Supplied data:
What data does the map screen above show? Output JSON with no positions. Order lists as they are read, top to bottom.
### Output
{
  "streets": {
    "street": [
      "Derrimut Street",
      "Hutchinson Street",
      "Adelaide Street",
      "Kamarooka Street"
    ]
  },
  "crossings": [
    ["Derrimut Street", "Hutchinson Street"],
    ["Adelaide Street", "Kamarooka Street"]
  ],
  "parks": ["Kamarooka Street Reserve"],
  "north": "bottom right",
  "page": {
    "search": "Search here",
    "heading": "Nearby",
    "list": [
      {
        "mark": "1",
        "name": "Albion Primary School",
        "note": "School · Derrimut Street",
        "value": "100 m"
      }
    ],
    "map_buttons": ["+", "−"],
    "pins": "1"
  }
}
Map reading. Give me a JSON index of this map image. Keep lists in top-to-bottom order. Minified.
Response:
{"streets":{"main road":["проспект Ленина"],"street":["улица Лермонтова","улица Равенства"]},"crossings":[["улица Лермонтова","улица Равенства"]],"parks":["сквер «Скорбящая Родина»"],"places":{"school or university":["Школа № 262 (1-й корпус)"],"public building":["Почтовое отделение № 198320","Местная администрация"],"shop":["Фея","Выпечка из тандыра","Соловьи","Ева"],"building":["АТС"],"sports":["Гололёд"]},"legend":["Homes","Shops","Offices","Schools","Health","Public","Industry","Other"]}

Work instructions: When you retype the data above, start at its first line, stop after the line containing "Map reading. Give", and leave out everything else.

Expected answer:
What data does the map screen above show? Output JSON with no positions. Order lists as they are read, top to bottom.
### Output
{
  "streets": {
    "street": [
      "Derrimut Street",
      "Hutchinson Street",
      "Adelaide Street",
      "Kamarooka Street"
    ]
  },
  "crossings": [
    ["Derrimut Street", "Hutchinson Street"],
    ["Adelaide Street", "Kamarooka Street"]
  ],
  "parks": ["Kamarooka Street Reserve"],
  "north": "bottom right",
  "page": {
    "search": "Search here",
    "heading": "Nearby",
    "list": [
      {
        "mark": "1",
        "name": "Albion Primary School",
        "note": "School · Derrimut Street",
        "value": "100 m"
      }
    ],
    "map_buttons": ["+", "−"],
    "pins": "1"
  }
}
Map reading. Give me a JSON index of this map image. Keep lists in top-to-bottom order. Minified.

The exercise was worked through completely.